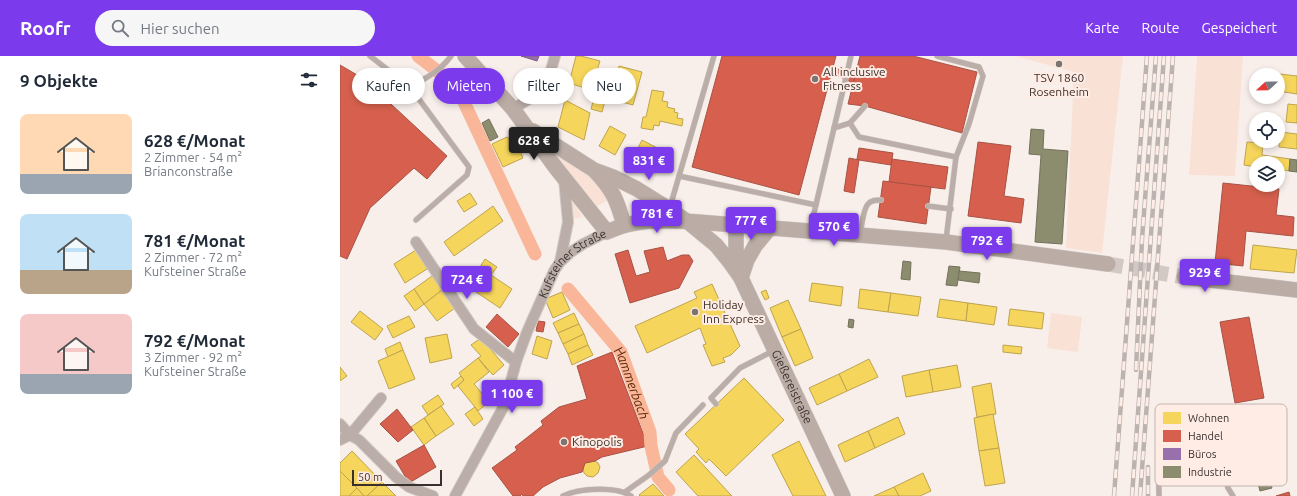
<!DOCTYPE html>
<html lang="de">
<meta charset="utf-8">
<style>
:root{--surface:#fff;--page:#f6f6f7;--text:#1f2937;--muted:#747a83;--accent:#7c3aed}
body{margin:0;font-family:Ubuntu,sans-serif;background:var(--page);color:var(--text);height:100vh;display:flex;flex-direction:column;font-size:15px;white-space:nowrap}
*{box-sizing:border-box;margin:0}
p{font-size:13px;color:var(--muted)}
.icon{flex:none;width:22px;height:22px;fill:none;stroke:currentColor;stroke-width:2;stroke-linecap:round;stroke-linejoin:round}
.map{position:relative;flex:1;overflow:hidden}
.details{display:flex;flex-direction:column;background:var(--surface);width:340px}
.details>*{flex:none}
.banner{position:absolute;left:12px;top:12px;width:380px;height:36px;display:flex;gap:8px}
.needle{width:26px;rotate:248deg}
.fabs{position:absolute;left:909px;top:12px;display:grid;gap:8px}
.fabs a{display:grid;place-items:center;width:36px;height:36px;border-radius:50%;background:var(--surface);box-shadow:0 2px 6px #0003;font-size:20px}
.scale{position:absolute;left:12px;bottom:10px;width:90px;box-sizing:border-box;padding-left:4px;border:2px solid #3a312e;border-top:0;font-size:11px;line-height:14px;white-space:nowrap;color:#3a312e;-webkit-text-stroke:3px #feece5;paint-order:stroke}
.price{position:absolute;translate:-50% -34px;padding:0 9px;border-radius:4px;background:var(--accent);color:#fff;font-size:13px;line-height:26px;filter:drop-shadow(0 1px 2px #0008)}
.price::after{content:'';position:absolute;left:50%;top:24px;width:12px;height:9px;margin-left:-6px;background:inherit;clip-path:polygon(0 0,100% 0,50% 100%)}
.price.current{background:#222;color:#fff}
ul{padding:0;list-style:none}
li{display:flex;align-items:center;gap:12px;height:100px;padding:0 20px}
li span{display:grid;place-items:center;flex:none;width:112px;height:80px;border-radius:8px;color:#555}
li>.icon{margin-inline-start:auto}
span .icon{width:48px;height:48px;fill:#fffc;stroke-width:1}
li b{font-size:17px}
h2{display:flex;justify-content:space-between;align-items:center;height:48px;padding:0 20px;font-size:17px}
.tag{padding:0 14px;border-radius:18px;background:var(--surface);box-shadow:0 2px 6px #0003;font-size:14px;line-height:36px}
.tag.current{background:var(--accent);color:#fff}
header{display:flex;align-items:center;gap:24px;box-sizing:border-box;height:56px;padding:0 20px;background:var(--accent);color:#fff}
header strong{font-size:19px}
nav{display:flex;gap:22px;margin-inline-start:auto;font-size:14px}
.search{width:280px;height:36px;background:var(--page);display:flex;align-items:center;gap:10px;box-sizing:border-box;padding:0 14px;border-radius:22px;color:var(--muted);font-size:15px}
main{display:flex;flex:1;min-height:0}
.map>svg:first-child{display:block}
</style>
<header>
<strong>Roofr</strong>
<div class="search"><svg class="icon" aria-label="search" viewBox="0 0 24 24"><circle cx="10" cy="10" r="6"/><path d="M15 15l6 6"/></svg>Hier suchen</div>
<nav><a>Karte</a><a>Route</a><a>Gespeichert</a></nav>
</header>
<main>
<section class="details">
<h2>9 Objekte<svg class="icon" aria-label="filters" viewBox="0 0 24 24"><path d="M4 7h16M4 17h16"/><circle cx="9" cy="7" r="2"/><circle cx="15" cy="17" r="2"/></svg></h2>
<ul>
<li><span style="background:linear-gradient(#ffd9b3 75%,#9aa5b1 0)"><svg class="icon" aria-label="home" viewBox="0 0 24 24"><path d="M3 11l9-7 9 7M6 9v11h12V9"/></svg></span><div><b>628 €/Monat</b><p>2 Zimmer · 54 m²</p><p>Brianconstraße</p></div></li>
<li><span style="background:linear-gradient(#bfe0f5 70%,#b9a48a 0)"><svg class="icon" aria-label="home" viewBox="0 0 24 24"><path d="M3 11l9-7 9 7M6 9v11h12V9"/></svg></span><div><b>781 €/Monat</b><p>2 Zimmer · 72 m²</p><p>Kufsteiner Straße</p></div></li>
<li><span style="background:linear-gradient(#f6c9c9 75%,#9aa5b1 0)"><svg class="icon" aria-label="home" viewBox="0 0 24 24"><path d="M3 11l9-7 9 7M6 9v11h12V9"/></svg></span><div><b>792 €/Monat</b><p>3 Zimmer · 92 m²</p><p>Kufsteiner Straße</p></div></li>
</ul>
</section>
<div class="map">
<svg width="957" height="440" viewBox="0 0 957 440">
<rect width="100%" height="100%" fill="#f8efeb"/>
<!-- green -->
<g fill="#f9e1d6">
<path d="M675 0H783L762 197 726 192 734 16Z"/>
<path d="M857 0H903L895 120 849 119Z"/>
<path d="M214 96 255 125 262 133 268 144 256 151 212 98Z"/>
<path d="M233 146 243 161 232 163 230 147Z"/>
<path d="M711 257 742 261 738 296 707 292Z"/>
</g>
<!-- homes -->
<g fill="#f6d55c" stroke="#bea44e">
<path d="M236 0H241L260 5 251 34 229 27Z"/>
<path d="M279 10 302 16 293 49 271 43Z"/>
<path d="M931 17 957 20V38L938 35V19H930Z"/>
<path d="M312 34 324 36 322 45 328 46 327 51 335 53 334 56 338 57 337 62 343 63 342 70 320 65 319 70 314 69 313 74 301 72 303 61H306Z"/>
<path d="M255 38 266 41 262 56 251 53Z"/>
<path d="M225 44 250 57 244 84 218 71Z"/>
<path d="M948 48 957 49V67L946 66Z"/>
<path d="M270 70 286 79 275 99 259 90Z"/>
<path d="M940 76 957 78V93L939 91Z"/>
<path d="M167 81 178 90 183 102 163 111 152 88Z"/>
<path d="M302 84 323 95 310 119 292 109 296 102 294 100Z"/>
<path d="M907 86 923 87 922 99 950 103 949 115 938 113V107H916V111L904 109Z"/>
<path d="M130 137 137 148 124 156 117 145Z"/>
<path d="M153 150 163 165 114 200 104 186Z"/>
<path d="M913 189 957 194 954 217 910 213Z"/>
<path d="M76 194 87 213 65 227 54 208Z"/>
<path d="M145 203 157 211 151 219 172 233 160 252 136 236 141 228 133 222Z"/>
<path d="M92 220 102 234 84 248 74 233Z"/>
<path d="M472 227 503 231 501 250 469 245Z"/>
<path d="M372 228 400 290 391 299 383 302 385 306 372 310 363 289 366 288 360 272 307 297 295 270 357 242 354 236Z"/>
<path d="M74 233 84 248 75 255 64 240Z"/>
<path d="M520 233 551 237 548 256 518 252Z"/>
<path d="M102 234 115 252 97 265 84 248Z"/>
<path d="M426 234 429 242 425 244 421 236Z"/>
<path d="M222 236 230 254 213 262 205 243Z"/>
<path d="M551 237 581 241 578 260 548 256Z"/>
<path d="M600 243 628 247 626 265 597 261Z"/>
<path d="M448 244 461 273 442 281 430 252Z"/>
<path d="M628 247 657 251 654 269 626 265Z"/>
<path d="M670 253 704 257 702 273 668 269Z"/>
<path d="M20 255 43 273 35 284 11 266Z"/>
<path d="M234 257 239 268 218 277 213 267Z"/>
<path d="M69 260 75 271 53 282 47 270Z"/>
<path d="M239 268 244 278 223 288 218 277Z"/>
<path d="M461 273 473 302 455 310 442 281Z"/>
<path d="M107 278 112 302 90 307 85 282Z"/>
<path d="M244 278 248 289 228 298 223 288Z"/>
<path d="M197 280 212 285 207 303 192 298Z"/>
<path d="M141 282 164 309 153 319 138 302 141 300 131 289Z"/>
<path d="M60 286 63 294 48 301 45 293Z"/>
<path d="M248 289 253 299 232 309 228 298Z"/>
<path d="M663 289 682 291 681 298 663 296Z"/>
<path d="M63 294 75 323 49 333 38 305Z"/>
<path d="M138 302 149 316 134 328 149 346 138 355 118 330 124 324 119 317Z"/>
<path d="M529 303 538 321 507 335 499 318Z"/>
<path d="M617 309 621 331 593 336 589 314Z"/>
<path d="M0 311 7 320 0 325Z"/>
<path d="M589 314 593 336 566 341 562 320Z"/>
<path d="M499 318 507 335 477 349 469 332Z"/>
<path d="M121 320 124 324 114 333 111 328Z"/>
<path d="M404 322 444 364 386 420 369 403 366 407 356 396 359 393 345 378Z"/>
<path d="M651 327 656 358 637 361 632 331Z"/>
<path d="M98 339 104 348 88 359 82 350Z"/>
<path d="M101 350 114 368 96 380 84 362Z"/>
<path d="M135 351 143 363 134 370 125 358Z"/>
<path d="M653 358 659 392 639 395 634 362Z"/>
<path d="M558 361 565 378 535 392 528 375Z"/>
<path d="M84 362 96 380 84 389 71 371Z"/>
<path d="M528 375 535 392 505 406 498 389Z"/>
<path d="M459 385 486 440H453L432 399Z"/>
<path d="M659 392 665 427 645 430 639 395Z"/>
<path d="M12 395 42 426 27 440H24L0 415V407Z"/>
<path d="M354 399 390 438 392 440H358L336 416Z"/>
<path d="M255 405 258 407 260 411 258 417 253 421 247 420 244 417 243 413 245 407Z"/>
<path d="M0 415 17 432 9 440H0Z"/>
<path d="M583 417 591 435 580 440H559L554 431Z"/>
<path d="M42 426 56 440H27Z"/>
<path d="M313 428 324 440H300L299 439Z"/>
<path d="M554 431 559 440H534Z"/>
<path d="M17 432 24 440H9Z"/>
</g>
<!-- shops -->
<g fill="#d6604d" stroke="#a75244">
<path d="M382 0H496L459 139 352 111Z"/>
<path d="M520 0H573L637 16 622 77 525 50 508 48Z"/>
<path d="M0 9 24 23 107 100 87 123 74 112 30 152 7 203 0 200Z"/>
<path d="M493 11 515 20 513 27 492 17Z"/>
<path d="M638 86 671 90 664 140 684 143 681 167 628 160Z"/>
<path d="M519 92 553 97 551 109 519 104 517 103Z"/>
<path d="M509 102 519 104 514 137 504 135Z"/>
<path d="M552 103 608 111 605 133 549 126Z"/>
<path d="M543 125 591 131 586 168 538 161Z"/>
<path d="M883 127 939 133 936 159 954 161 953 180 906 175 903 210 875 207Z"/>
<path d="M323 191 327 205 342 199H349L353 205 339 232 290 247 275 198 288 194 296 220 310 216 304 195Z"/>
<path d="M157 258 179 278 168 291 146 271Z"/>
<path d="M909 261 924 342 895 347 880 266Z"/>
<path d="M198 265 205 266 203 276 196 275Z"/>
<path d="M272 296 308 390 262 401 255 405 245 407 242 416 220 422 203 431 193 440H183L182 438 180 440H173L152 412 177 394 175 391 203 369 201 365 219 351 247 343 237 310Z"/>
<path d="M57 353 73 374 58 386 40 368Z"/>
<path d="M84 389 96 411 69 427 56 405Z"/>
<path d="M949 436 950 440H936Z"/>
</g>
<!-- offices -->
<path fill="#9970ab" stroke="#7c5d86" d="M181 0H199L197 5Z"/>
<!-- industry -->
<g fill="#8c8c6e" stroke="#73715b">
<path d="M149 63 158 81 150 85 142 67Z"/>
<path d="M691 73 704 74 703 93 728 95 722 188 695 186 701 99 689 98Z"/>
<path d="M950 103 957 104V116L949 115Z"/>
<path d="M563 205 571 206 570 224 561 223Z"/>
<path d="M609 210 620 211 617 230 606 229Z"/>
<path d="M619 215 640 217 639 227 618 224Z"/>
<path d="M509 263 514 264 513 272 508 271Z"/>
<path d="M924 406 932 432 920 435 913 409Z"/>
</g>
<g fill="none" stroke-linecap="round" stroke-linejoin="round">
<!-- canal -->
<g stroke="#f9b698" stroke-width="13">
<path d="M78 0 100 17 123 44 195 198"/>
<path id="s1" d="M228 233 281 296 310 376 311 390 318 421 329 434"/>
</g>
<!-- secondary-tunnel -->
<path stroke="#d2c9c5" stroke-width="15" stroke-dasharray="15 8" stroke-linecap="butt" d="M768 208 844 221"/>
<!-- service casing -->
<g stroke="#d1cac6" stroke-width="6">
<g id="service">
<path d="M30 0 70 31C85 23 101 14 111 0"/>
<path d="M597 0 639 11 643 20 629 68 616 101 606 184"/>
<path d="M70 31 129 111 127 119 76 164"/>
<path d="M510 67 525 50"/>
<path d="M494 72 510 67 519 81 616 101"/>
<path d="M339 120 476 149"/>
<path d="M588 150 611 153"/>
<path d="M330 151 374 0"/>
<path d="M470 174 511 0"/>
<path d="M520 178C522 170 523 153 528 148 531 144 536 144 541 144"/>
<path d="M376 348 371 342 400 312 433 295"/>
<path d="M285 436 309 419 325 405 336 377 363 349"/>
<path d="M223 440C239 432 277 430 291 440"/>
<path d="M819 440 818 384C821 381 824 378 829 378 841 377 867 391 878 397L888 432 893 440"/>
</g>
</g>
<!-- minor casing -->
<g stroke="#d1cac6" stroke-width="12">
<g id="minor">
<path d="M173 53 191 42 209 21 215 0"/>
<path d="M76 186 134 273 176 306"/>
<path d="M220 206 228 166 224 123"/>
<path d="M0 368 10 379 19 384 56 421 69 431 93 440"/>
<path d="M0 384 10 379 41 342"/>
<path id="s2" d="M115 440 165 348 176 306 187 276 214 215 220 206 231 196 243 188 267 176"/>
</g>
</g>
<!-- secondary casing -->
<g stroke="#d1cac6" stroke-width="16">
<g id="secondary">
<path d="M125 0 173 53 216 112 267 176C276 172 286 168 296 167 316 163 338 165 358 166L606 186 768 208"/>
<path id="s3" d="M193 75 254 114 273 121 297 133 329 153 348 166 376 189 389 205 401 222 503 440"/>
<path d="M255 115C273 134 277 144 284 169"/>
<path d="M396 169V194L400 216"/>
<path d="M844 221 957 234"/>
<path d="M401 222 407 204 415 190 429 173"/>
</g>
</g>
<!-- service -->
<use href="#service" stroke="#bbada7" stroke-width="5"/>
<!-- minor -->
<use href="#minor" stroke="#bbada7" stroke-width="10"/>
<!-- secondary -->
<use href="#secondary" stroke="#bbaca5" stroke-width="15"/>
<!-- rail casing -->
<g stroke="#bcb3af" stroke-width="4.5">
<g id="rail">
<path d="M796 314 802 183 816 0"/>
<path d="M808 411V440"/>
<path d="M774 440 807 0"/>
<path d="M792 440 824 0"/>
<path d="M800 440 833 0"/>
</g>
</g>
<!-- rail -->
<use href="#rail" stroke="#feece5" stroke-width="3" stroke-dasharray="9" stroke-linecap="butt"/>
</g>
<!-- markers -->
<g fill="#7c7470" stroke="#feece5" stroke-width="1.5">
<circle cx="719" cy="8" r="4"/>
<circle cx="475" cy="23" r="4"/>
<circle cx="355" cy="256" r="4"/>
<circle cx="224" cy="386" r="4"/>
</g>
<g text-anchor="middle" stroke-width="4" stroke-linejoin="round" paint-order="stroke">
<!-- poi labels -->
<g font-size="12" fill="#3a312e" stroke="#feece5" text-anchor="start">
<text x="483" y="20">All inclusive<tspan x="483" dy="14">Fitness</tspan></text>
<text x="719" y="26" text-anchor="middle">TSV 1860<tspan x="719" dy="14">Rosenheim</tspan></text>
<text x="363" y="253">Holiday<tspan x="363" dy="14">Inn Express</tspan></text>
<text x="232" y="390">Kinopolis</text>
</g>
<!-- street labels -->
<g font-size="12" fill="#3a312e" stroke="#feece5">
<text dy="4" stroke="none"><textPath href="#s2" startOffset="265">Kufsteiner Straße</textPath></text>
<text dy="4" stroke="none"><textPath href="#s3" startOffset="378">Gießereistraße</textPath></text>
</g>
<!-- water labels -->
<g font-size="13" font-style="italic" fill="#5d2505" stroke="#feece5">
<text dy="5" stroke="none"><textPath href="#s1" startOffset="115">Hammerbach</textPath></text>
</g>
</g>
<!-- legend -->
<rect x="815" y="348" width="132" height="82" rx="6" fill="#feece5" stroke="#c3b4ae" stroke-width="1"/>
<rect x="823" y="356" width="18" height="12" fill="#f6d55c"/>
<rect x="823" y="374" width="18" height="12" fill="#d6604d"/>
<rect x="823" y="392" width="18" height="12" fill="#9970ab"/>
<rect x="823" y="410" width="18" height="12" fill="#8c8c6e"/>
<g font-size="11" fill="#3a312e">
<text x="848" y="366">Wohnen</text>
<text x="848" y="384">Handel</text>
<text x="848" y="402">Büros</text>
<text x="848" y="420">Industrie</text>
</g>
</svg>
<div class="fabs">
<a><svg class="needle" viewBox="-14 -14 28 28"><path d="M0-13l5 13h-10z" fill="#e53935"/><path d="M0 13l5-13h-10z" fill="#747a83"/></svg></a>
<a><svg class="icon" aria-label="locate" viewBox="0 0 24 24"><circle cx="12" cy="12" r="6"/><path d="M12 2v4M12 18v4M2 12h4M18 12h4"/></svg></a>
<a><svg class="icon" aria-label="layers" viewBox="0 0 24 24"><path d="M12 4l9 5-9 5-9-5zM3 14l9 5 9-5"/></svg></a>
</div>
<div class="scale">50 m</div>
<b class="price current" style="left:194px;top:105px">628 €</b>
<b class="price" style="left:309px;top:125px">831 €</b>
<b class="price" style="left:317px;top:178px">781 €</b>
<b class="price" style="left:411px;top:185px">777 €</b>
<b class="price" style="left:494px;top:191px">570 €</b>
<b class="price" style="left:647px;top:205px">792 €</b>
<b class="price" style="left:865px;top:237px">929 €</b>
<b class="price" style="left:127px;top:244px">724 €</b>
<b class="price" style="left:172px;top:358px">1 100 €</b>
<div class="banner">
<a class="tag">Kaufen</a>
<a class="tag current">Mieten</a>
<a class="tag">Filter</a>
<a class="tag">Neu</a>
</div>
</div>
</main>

◆ ◆ ◆

▶ **TASK PROMPT**
Search the records for lines holding the word "scale", then copy each line you find.

▶ **TASK RESPONSE**
.scale{position:absolute;left:12px;bottom:10px;width:90px;box-sizing:border-box;padding-left:4px;border:2px solid #3a312e;border-top:0;font-size:11px;line-height:14px;white-space:nowrap;color:#3a312e;-webkit-text-stroke:3px #feece5;paint-order:stroke}
<div class="scale">50 m</div>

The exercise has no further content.